Required action
Reprint the lines below as they are, minus the pictures.
● ● ● ● ●
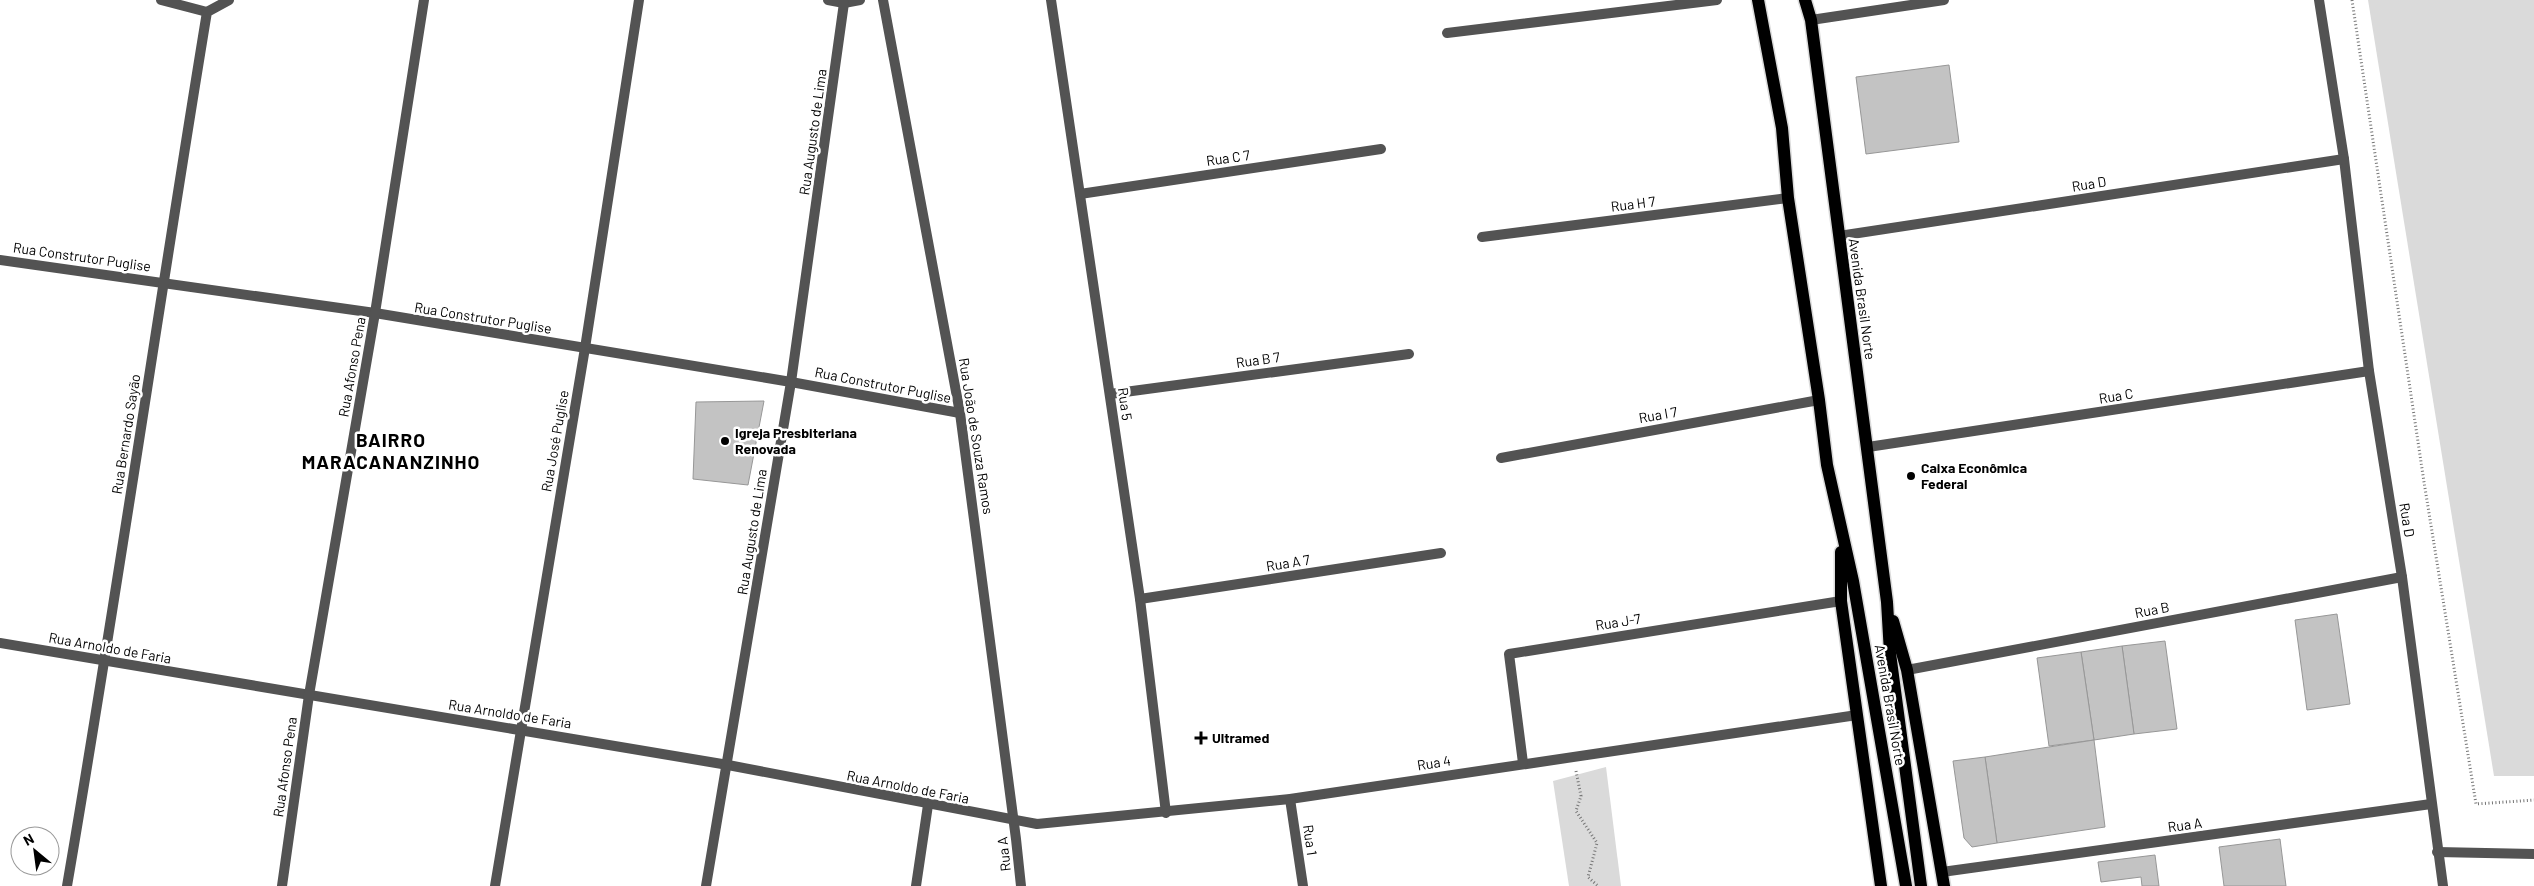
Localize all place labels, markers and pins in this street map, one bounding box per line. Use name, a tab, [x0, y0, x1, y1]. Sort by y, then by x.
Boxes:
place label: Igreja Presbiteriana Renovada	[735, 424, 857, 457]
marker: Igreja Presbiteriana Renovada	[719, 435, 731, 447]
place label: Caixa Econômica Federal	[1921, 459, 2027, 492]
marker: Caixa Econômica Federal	[1905, 470, 1917, 482]
place label: Ultramed	[1212, 729, 1270, 746]
marker: Ultramed	[1194, 731, 1208, 745]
● ● ● ● ●
Result of the exercise
Localize all place labels, markers and pins in this street map, one bounding box per line. Use name, a tab, [x0, y0, x1, y1]. Sort by y, then by x.
Boxes:
place label: Igreja Presbiteriana Renovada	[735, 424, 857, 457]
marker: Igreja Presbiteriana Renovada	[719, 435, 731, 447]
place label: Caixa Econômica Federal	[1921, 459, 2027, 492]
marker: Caixa Econômica Federal	[1905, 470, 1917, 482]
place label: Ultramed	[1212, 729, 1270, 746]
marker: Ultramed	[1194, 731, 1208, 745]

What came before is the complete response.